Nadaam, the `manly games´ or suur-kharbaan as it is called in Buryatya is a festival of the three mayor traditional sports in Mongolia: wrestling, horse racing and archery [8] . It is the biggest event in Mongolia´s public life. All over the countryside small Nadaams are celebrated and in the first part of July (11, 12 and 13) the national Nadaam in Ulaanbaatar is celebrated. This event lasts for three days of which the first is mainly reserved for the competitions and the third is dedicated to merry-making. The origin of this festival should go back centuries as an annual sacrificial ritual honouring various mountain gods or to celebrate a community endeavour (CSEN).



Humphrey describes how suur-kharbaan, the Buryat equivalent of nadaam, was very much secularised by the communist. At first being a ritualised archery competition, accompanied by other the other main traditional sports wrestling and horse racing, being held near an ovoo, it is reshaped into a `combination…of sports day and prizegiving´ (Humphrey 1983: 380).

Also within Buryatya there was a great variety of practises. In some regions the festival would have very much been under Lamaist influence, while in other parts it would be more of `a local affair´ (Humphrey 1983: 381).

Since 1924 the festival has been held every year on the first Sunday in July as a commemoration of the founding of the Buryat republic. Like in the Mongolian republic there is one big celebration in the stadium of the capital, being Ulan Ude and smaller versions in the country. But in Buryatya these are simultaneously, while in the other Mongolian regions they are sometimes held on different times (Humphrey 1983: 381). With the Daur Mongolians there might also at other occasions held a festival of  “manly games”, for instance after a large ovoo ritual was performed (Humphrey & Onon  1996: 148).

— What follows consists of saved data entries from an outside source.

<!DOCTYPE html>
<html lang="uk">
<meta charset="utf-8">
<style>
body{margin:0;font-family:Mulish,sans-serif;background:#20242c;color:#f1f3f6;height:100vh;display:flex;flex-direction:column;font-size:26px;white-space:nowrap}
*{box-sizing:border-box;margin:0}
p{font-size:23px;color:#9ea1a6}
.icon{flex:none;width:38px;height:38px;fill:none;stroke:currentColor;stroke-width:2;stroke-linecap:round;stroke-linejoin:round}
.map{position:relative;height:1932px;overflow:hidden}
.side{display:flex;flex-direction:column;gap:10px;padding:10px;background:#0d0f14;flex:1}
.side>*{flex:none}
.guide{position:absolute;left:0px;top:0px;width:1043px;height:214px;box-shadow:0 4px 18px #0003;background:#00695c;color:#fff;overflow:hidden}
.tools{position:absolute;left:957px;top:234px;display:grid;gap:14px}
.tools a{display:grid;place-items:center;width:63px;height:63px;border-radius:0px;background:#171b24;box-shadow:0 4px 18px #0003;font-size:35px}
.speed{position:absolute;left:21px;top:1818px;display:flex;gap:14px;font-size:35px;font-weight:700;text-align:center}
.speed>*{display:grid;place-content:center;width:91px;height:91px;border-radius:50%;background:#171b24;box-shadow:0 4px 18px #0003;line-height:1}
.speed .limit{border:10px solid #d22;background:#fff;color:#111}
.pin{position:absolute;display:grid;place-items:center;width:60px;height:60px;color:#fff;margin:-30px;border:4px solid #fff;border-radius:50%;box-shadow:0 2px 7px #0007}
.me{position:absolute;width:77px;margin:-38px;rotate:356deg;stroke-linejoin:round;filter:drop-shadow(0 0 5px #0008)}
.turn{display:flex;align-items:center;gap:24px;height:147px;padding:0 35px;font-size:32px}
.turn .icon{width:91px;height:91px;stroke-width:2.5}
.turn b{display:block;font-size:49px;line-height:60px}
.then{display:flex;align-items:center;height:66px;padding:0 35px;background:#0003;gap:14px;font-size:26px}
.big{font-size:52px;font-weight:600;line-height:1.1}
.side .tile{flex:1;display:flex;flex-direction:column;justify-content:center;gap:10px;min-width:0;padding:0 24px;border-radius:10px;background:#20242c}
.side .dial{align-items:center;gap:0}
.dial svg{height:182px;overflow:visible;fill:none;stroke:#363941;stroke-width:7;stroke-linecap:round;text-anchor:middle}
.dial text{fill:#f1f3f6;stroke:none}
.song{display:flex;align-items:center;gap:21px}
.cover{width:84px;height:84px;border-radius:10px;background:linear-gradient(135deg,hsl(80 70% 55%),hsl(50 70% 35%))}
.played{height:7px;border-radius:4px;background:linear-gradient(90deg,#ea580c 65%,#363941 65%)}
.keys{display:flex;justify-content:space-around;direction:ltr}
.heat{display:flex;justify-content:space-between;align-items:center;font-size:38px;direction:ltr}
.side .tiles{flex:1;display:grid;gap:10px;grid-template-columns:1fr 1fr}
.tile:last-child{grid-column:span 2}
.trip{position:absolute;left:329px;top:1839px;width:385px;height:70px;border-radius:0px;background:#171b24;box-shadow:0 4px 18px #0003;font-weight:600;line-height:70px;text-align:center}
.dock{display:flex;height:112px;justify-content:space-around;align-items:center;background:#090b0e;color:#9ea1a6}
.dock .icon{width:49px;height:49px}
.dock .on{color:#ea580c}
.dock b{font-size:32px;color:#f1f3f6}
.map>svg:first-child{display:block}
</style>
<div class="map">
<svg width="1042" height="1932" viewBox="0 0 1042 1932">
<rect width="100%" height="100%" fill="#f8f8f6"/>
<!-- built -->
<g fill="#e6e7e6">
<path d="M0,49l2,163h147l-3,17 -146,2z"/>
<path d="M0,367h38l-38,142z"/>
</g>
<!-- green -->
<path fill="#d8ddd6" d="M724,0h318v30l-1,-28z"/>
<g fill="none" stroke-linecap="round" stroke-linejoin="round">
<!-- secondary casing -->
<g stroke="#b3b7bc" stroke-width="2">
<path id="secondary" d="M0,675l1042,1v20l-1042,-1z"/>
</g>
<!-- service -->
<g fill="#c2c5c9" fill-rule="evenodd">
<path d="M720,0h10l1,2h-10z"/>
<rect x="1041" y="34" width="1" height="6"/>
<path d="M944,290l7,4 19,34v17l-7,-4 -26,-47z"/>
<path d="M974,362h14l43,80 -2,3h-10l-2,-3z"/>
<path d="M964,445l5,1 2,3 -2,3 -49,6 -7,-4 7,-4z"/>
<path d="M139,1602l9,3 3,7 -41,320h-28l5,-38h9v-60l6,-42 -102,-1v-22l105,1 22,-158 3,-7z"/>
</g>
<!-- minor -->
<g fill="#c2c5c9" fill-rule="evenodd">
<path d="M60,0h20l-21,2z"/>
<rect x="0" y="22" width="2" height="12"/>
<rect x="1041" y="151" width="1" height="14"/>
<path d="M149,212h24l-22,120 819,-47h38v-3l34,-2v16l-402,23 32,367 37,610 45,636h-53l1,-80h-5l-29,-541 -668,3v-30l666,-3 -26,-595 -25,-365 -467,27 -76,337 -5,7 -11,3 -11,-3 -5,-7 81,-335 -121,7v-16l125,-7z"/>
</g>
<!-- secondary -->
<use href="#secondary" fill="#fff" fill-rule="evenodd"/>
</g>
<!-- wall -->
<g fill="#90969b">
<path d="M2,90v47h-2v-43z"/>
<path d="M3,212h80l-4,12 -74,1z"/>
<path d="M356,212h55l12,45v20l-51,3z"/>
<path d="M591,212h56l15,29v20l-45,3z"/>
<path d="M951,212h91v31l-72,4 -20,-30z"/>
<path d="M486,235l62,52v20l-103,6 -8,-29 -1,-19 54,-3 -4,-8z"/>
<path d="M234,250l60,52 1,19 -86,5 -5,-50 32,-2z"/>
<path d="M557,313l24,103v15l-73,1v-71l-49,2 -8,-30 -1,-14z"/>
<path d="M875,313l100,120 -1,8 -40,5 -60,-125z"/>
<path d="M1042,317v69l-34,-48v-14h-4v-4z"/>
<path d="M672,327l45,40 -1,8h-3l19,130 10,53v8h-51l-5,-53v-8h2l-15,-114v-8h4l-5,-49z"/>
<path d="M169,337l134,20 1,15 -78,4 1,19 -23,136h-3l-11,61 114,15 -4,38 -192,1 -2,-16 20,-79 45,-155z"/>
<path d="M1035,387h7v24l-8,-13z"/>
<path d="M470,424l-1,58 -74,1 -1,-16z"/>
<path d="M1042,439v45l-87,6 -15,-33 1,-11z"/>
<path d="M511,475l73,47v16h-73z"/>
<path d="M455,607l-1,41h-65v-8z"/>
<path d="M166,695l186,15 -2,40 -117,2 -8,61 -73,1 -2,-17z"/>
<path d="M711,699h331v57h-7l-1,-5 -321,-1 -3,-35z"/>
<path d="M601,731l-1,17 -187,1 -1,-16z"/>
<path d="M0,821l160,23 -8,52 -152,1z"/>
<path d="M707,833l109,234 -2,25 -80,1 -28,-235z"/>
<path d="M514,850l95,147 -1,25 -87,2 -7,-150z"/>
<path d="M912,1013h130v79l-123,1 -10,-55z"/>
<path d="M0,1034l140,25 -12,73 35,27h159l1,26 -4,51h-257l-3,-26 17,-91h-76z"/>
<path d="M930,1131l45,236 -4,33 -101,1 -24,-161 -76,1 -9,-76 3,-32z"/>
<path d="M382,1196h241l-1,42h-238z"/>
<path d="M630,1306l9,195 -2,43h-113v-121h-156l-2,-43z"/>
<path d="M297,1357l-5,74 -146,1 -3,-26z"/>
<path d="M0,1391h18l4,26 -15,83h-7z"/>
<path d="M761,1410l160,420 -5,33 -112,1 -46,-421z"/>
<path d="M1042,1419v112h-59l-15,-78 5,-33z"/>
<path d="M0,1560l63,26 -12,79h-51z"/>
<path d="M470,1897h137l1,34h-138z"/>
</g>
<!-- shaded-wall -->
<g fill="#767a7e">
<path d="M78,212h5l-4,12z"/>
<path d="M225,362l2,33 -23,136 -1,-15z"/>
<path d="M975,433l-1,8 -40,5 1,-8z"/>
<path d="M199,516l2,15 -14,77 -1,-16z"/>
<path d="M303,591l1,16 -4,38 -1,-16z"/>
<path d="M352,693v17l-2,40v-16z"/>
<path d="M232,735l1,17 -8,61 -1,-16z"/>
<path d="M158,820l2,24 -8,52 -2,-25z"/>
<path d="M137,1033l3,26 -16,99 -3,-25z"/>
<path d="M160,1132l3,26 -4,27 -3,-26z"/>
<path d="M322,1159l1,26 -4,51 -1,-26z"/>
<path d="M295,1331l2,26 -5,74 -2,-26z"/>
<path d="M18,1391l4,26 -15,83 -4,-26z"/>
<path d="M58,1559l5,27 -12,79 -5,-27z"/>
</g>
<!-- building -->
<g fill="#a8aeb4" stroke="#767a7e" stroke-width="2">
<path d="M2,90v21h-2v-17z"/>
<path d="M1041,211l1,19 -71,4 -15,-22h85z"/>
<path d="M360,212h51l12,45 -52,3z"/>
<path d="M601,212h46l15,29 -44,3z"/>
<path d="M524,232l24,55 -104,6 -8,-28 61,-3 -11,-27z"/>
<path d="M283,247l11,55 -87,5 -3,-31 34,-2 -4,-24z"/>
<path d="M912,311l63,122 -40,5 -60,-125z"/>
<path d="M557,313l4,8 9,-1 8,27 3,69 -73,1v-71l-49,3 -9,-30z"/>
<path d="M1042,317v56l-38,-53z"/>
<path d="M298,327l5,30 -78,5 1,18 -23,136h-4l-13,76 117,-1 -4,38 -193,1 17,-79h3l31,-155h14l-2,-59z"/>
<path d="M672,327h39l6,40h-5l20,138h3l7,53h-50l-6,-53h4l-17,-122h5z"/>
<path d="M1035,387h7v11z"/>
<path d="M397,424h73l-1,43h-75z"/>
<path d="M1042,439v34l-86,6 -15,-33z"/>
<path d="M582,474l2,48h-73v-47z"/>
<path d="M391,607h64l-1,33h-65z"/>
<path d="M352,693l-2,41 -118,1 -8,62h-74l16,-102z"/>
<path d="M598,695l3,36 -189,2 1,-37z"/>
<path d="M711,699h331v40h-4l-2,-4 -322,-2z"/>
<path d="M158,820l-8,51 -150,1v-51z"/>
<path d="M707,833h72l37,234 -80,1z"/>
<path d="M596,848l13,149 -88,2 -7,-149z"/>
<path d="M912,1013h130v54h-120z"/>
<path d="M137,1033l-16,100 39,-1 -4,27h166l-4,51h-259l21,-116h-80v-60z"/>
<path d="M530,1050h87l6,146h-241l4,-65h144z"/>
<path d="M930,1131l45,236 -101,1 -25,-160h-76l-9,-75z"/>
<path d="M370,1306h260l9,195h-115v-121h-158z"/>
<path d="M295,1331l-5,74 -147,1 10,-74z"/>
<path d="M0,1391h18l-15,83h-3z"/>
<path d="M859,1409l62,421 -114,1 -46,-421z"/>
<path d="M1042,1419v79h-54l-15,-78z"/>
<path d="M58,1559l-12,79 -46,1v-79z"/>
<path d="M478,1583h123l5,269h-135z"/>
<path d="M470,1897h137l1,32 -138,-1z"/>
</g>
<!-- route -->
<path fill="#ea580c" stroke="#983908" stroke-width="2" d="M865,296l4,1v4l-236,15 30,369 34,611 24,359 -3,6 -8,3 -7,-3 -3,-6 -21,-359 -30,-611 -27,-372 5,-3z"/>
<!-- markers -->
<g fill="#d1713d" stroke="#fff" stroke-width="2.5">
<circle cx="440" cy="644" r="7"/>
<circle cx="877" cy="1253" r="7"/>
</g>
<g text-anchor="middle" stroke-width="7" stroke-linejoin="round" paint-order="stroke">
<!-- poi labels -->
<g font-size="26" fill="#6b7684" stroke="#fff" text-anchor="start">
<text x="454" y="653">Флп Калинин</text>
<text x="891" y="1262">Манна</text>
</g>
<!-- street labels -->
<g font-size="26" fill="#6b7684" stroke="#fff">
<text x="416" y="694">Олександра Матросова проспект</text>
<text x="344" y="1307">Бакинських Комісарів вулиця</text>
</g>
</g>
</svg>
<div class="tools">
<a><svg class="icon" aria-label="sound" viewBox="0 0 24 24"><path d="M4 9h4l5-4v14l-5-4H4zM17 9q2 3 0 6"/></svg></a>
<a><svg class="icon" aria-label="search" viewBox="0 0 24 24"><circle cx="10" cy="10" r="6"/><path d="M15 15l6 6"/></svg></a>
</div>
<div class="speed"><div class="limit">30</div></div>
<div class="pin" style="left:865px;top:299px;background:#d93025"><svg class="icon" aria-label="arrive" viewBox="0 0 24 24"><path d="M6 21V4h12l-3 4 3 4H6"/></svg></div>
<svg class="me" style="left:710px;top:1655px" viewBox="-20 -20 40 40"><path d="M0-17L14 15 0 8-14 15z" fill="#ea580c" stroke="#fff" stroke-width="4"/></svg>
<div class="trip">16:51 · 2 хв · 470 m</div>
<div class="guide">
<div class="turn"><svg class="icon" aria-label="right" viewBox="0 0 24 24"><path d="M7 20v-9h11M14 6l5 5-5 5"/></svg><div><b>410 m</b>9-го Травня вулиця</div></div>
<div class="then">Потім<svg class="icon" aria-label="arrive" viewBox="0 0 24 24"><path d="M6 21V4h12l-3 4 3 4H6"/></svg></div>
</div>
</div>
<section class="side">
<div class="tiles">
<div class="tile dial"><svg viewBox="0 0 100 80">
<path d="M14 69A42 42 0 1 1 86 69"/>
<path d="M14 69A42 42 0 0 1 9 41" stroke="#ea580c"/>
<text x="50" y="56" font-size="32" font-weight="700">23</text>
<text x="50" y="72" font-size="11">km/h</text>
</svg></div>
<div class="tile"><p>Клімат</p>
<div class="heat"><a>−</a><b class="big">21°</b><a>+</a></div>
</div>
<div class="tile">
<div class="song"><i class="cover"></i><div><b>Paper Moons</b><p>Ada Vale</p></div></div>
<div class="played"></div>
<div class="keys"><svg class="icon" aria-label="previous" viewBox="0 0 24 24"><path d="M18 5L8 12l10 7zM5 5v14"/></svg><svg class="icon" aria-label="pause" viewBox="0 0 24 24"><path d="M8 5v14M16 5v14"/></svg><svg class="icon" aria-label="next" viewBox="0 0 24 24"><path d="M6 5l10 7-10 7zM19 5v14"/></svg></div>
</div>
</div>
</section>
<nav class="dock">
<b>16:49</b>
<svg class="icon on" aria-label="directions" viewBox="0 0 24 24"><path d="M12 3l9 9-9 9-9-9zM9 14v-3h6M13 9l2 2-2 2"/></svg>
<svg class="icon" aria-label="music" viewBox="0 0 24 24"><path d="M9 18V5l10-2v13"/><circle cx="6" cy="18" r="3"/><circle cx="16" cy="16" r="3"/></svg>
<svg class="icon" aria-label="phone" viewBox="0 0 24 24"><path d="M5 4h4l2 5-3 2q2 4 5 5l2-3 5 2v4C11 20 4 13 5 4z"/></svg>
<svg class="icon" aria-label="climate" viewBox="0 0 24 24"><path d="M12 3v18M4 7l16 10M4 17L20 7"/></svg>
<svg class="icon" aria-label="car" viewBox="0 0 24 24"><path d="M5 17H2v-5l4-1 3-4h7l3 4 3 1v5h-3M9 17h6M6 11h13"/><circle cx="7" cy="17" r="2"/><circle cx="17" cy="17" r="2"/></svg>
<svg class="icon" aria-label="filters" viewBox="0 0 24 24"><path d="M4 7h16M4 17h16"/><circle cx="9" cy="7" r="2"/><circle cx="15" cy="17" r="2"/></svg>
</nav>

Humphrey refers also to the study of Kabzinska-Stawarz on `manly games´ among Khalkha Mongolians. This study supports the idea that the `manly games´ and with that the ovoo rituals where to support the tie between man and there land. In some behaviour of the wrestlers this is shown. The earth is touched before and after a fight, and even rubbed to gain strength from it. The winner throws milk foods towards the spectators, the ovoo, the mountains and the sky after he first has touched it with his forehead. In this with way he share the victory with them, and it is said it would give the whole population strength (Humphrey & Onon 1996: 151). According  Kabzinska-Stawarz games always had a purpose and where never just leisure. Even a kid’s game with the ankle-bones of an animal, was symbolizing the milking of different animals and thus increasing the amount of dairy products and wealth.



Taken from: A Fire On The Steppes: Religion and public celebrations of Greater Mongolia.